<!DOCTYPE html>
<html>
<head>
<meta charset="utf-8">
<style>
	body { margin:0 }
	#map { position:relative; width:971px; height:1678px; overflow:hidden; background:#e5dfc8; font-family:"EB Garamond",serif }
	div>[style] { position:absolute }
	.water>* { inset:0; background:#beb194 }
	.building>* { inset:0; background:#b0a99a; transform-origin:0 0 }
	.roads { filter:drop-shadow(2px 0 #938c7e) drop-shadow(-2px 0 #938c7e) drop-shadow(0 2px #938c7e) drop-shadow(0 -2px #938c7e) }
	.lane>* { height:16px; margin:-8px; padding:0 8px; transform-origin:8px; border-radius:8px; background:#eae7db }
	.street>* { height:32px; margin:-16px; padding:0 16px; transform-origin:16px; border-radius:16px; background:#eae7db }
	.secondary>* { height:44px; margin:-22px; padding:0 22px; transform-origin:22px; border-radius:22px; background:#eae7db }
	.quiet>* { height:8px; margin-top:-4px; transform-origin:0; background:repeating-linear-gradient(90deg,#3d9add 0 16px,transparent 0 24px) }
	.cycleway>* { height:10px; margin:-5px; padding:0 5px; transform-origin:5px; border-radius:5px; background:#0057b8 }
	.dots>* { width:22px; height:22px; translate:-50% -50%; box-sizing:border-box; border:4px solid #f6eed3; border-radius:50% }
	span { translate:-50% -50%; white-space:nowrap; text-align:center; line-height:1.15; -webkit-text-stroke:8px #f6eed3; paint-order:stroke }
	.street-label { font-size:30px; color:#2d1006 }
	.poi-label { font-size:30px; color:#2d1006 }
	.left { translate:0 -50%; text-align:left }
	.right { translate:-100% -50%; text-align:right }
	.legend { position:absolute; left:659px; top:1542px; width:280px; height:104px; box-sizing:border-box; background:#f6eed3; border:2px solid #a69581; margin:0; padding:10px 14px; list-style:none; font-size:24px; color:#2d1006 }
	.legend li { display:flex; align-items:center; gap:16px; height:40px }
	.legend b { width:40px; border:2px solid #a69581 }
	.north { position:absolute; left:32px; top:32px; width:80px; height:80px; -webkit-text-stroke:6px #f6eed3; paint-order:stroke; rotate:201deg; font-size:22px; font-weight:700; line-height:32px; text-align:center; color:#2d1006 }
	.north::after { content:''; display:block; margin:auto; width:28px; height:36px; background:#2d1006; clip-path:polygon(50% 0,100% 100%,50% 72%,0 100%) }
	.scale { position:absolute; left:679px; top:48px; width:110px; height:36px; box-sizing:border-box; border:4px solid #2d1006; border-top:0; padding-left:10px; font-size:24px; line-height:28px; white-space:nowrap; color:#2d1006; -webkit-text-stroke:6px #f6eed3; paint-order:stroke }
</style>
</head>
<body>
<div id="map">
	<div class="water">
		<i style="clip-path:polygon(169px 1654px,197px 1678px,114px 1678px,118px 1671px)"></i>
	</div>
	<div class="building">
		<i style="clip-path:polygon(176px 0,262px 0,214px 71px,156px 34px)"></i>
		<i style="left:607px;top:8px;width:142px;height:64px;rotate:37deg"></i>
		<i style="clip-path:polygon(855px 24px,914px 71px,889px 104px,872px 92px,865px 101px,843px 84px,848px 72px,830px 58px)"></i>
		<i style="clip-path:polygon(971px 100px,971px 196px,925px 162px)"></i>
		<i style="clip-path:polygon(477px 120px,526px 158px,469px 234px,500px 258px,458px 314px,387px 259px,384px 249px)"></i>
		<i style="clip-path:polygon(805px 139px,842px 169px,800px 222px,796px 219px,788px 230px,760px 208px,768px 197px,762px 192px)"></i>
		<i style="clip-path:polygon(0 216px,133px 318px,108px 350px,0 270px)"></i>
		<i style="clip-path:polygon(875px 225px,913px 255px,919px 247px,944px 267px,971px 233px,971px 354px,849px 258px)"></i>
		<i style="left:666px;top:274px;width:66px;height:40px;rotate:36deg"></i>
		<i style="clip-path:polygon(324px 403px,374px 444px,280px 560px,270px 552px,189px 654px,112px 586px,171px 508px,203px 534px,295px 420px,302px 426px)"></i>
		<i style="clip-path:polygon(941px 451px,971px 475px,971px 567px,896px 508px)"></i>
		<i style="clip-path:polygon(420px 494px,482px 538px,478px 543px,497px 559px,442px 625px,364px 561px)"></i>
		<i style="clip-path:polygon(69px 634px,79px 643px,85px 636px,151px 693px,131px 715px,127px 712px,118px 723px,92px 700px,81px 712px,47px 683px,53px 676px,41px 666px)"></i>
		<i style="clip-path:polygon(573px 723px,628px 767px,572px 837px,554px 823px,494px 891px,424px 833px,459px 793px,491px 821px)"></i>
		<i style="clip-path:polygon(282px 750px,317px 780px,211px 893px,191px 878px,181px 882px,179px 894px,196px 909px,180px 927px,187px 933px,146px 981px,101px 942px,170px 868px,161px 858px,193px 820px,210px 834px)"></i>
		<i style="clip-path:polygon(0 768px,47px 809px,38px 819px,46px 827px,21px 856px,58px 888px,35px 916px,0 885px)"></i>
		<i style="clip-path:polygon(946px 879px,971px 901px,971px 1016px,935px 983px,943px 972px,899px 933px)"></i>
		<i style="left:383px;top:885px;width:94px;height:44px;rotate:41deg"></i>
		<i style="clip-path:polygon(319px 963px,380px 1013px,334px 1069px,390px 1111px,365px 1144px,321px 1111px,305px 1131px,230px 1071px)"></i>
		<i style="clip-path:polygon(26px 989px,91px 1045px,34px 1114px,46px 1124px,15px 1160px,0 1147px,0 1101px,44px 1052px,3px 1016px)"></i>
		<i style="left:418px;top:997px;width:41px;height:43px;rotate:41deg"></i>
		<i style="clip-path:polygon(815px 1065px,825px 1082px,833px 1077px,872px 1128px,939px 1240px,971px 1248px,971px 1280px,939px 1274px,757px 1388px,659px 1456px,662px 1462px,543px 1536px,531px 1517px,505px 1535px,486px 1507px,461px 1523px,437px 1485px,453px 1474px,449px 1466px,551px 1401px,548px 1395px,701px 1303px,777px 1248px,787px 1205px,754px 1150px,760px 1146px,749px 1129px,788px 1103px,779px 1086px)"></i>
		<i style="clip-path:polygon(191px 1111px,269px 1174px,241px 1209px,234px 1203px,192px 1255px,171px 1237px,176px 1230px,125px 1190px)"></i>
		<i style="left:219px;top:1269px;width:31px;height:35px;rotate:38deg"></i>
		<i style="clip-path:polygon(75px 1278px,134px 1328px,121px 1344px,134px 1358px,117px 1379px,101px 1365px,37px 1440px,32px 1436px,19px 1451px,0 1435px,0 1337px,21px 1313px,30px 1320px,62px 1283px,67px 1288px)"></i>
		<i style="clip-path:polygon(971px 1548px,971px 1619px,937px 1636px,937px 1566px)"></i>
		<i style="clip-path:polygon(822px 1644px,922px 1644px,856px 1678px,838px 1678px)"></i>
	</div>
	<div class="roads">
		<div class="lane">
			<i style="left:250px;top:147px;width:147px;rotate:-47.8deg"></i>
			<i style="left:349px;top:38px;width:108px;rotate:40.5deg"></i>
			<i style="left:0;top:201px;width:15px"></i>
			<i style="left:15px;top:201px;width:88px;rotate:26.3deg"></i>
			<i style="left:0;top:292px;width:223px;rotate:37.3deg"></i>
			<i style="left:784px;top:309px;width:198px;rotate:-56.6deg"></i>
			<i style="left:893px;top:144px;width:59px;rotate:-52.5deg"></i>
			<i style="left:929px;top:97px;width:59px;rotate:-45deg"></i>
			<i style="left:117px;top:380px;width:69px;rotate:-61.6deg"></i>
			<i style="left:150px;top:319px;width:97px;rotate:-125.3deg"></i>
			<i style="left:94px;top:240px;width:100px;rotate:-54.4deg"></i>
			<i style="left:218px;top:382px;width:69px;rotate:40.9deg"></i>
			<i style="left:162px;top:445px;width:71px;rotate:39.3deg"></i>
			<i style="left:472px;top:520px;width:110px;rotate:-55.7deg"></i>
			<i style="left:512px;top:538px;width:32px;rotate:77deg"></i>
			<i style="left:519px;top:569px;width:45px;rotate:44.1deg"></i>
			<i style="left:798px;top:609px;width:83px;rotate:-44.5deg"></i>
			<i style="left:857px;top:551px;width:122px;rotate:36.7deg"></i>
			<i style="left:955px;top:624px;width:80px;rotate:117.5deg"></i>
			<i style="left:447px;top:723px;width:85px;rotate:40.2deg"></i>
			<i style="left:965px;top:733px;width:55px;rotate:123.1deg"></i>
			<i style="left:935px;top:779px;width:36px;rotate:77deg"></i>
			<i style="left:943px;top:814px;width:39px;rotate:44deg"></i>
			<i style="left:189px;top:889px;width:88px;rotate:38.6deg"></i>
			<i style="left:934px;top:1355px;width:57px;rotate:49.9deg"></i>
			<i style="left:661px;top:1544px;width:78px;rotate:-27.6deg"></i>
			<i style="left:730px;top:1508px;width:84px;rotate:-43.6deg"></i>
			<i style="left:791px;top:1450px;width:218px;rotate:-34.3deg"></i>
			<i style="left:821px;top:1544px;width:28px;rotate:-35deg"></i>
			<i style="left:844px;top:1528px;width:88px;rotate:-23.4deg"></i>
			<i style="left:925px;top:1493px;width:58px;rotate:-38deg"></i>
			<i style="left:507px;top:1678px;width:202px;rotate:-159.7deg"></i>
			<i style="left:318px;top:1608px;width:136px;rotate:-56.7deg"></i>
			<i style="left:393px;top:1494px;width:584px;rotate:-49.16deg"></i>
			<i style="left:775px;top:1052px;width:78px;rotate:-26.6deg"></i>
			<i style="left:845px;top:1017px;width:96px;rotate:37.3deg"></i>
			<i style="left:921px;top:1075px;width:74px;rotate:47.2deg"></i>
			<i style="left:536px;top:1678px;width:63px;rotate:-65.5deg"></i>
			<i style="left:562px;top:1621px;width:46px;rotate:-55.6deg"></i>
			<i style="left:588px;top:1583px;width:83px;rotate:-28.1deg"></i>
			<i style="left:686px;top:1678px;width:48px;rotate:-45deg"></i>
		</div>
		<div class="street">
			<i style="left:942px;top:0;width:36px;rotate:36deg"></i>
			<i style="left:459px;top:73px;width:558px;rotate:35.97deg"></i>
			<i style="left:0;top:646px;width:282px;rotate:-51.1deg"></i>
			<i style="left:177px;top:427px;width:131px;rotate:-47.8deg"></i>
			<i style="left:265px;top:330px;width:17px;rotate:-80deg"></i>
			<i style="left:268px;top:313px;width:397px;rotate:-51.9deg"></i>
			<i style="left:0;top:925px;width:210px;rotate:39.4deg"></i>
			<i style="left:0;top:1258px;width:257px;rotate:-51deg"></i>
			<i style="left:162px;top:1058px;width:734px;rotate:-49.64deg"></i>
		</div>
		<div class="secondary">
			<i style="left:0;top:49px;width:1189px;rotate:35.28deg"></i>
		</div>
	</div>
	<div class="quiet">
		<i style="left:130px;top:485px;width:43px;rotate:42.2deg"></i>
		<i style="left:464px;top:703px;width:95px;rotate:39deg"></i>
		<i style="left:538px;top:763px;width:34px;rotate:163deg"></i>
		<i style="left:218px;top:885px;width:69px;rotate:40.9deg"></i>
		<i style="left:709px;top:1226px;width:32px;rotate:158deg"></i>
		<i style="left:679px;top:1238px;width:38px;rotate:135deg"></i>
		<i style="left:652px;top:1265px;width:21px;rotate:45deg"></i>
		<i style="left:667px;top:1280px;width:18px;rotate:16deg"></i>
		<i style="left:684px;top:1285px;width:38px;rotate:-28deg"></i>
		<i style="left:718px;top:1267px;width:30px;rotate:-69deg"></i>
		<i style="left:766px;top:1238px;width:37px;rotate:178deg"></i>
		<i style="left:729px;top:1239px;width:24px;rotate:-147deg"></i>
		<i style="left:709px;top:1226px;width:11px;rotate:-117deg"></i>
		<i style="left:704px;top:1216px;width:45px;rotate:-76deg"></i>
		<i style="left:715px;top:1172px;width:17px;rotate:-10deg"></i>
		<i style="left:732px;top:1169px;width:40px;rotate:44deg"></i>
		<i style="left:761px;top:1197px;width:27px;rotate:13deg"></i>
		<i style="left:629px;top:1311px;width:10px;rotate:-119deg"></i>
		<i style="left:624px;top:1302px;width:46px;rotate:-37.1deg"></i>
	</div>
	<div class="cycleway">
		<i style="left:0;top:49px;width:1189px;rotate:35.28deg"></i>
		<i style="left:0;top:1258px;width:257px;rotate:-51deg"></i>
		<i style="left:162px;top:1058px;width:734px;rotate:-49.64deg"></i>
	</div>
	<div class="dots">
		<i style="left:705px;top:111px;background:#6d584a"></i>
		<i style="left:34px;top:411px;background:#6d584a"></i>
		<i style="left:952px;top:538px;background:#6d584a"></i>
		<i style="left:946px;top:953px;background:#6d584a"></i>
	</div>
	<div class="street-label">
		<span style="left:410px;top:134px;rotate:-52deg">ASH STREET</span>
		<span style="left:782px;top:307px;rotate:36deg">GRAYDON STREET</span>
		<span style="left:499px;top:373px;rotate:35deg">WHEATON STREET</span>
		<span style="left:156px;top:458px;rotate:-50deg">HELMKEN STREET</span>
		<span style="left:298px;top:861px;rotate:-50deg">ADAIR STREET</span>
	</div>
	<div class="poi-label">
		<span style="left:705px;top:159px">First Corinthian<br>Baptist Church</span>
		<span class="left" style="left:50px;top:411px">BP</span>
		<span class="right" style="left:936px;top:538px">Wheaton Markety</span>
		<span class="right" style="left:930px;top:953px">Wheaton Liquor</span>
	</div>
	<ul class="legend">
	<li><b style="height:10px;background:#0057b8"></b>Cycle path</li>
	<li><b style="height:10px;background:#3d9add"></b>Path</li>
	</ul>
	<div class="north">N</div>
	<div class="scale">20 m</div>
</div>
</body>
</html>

• [WORK ITEM] In the records above, the line with "position:relative; width:971px; height:1678px;" marks the start and the line with "height:16px; margin:-8px; padding:0" marks the end; copy that stretch exactly, both lines included, and nothing else.

• [PROBLEM SOLUTION]
	#map { position:relative; width:971px; height:1678px; overflow:hidden; background:#e5dfc8; font-family:"EB Garamond",serif }
	div>[style] { position:absolute }
	.water>* { inset:0; background:#beb194 }
	.building>* { inset:0; background:#b0a99a; transform-origin:0 0 }
	.roads { filter:drop-shadow(2px 0 #938c7e) drop-shadow(-2px 0 #938c7e) drop-shadow(0 2px #938c7e) drop-shadow(0 -2px #938c7e) }
	.lane>* { height:16px; margin:-8px; padding:0 8px; transform-origin:8px; border-radius:8px; background:#eae7db }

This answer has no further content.